*** Opening Material provided ***

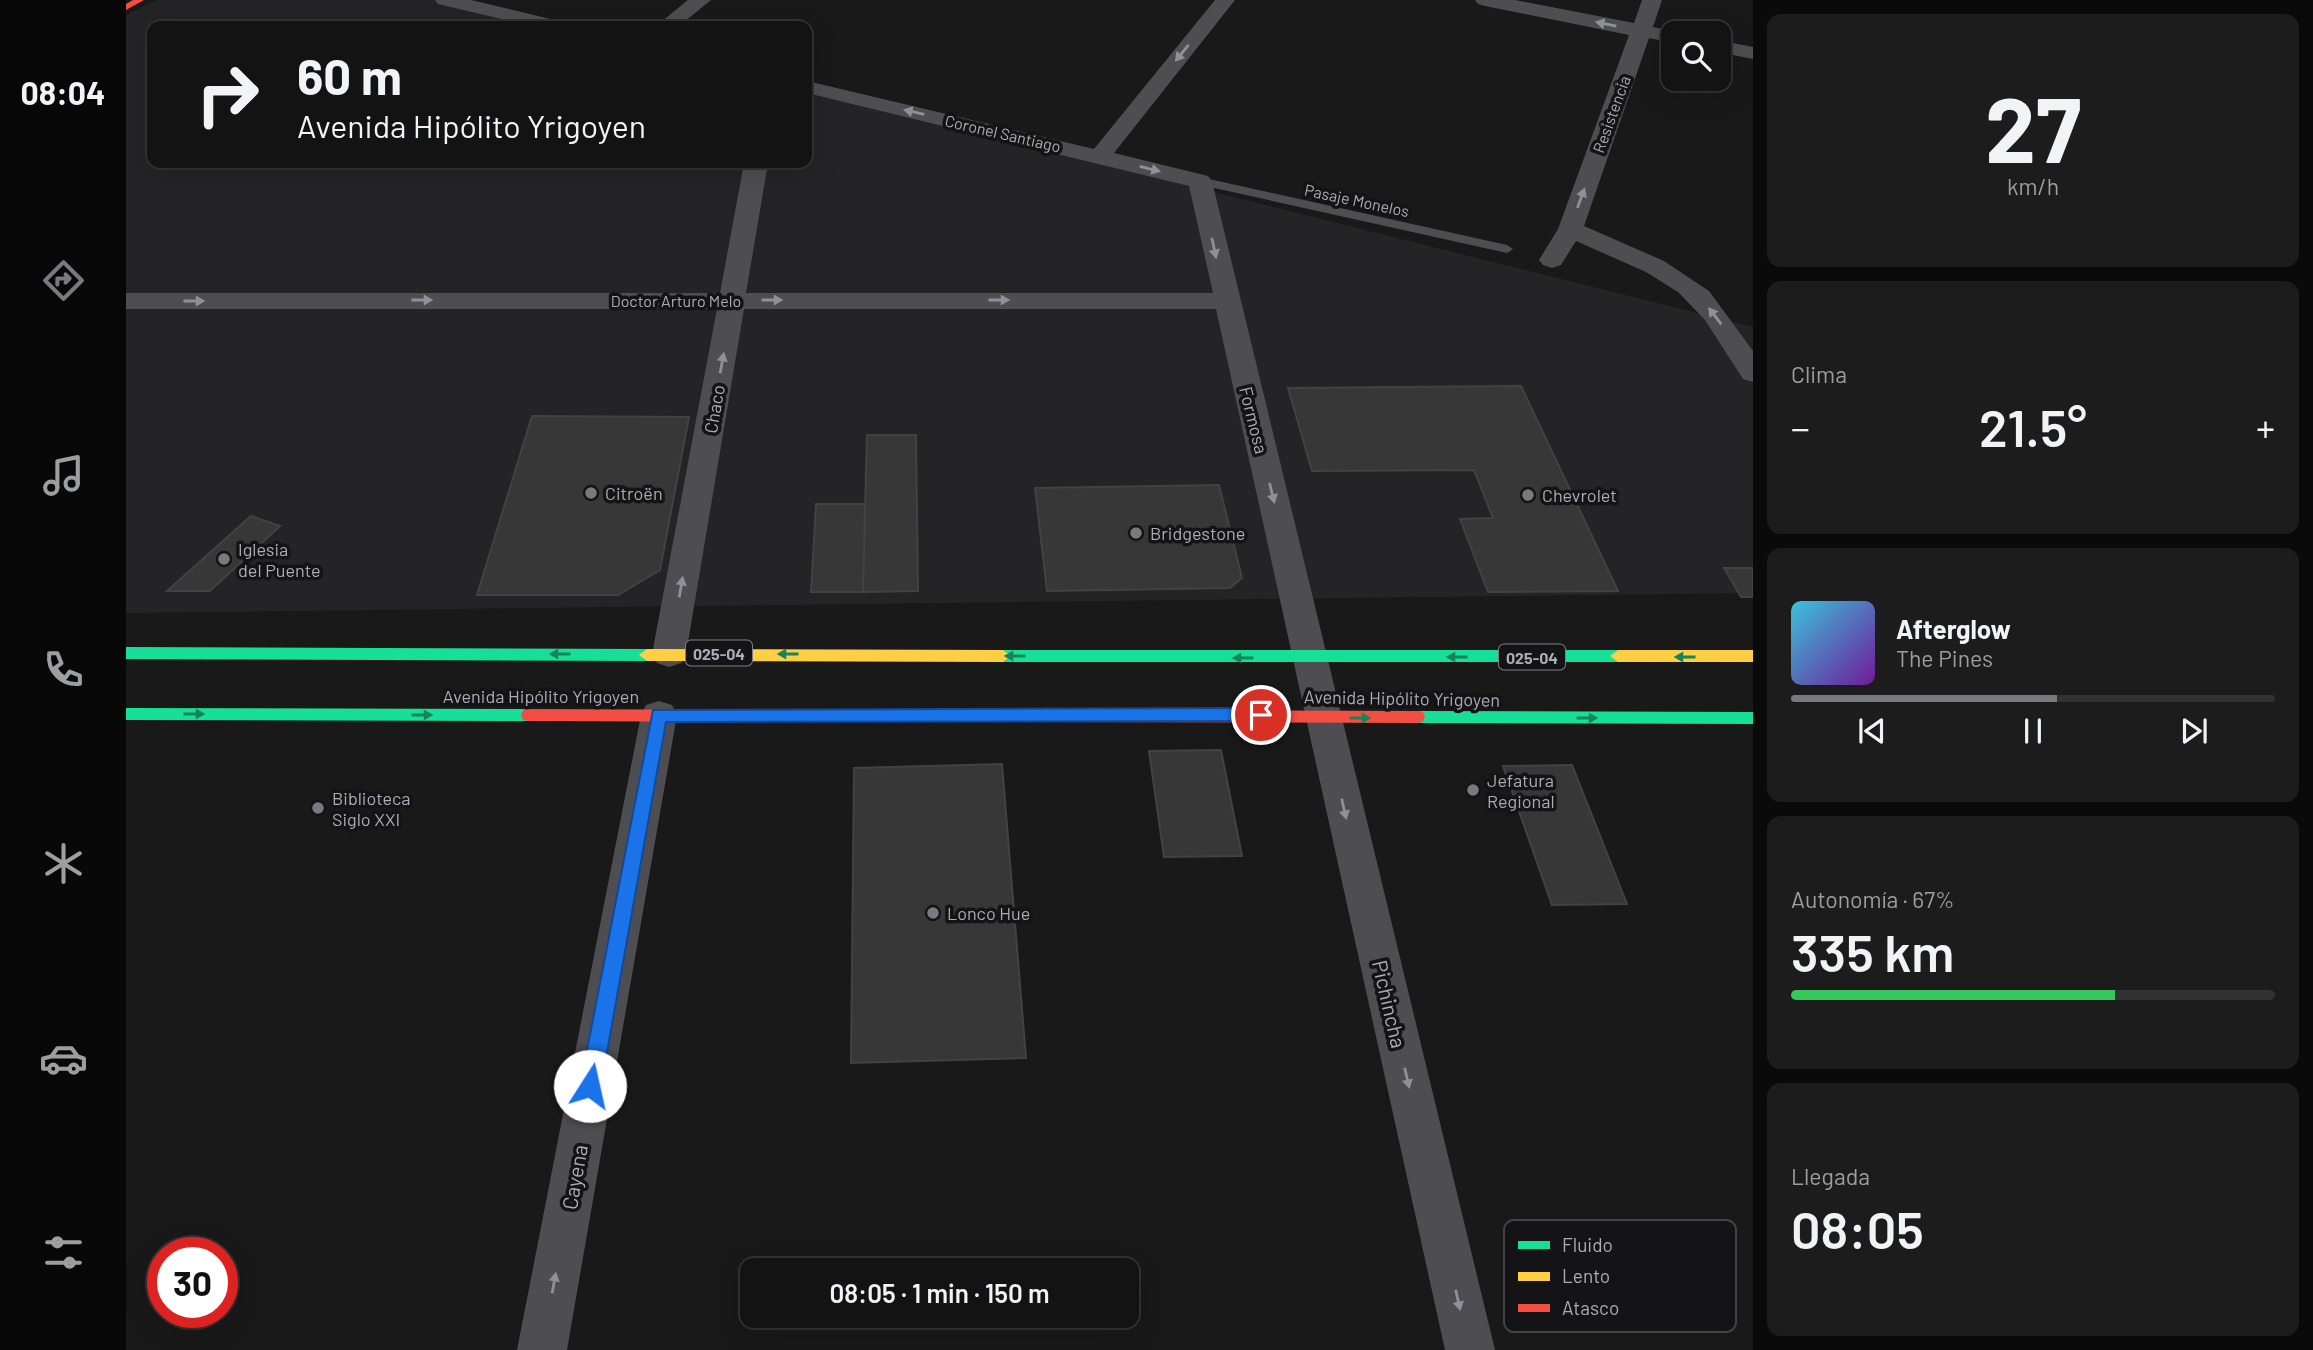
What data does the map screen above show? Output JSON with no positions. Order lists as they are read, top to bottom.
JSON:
{
  "streets": {
    "main road": ["025-04", "Avenida Hipólito Yrigoyen"],
    "street": [
      "Resistencia",
      "Coronel Santiago",
      "Doctor Arturo Melo",
      "Chaco",
      "Formosa",
      "Pichincha",
      "Cayena"
    ],
    "lane": ["Pasaje Monelos"]
  },
  "crossings": [
    ["Coronel Santiago", "Pasaje Monelos"],
    ["Coronel Santiago", "Formosa"],
    ["Pasaje Monelos", "Formosa"],
    ["Doctor Arturo Melo", "Chaco"],
    ["Doctor Arturo Melo", "Formosa"],
    ["Chaco", "025-04"],
    ["Formosa", "025-04"],
    ["Formosa", "Pichincha"],
    ["025-04", "Pichincha"],
    ["Avenida Hipólito Yrigoyen", "Pichincha"],
    ["Avenida Hipólito Yrigoyen", "Cayena"]
  ],
  "one_way": [
    "Resistencia",
    "Doctor Arturo Melo",
    "Chaco",
    "Formosa",
    "Pichincha",
    "Cayena"
  ],
  "places": [
    "Citroën",
    "Chevrolet",
    "Bridgestone",
    "Iglesia del Puente",
    "Jefatura Regional",
    "Biblioteca Siglo XXI",
    "Lonco Hue"
  ],
  "legend": ["Fluido", "Lento", "Atasco"],
  "page": {
    "tabs": "08:04",
    "tile": [
      ["27", "km/h"],
      "Clima",
      ["Autonomía · 67%", "335 km"],
      ["Llegada", "08:05"]
    ],
    "turn": ["60 m", "Avenida Hipólito Yrigoyen"],
    "heat": ["−", "21.5°", "+"],
    "song": ["Afterglow", "The Pines"],
    "limit": "30",
    "trip": "08:05 · 1 min · 150 m"
  }
}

*** Closing Material provided ***

Your copy should match the records above exactly, apart from the pictures, which stay out.

What data does the map screen above show? Output JSON with no positions. Order lists as they are read, top to bottom.
JSON:
{
  "streets": {
    "main road": ["025-04", "Avenida Hipólito Yrigoyen"],
    "street": [
      "Resistencia",
      "Coronel Santiago",
      "Doctor Arturo Melo",
      "Chaco",
      "Formosa",
      "Pichincha",
      "Cayena"
    ],
    "lane": ["Pasaje Monelos"]
  },
  "crossings": [
    ["Coronel Santiago", "Pasaje Monelos"],
    ["Coronel Santiago", "Formosa"],
    ["Pasaje Monelos", "Formosa"],
    ["Doctor Arturo Melo", "Chaco"],
    ["Doctor Arturo Melo", "Formosa"],
    ["Chaco", "025-04"],
    ["Formosa", "025-04"],
    ["Formosa", "Pichincha"],
    ["025-04", "Pichincha"],
    ["Avenida Hipólito Yrigoyen", "Pichincha"],
    ["Avenida Hipólito Yrigoyen", "Cayena"]
  ],
  "one_way": [
    "Resistencia",
    "Doctor Arturo Melo",
    "Chaco",
    "Formosa",
    "Pichincha",
    "Cayena"
  ],
  "places": [
    "Citroën",
    "Chevrolet",
    "Bridgestone",
    "Iglesia del Puente",
    "Jefatura Regional",
    "Biblioteca Siglo XXI",
    "Lonco Hue"
  ],
  "legend": ["Fluido", "Lento", "Atasco"],
  "page": {
    "tabs": "08:04",
    "tile": [
      ["27", "km/h"],
      "Clima",
      ["Autonomía · 67%", "335 km"],
      ["Llegada", "08:05"]
    ],
    "turn": ["60 m", "Avenida Hipólito Yrigoyen"],
    "heat": ["−", "21.5°", "+"],
    "song": ["Afterglow", "The Pines"],
    "limit": "30",
    "trip": "08:05 · 1 min · 150 m"
  }
}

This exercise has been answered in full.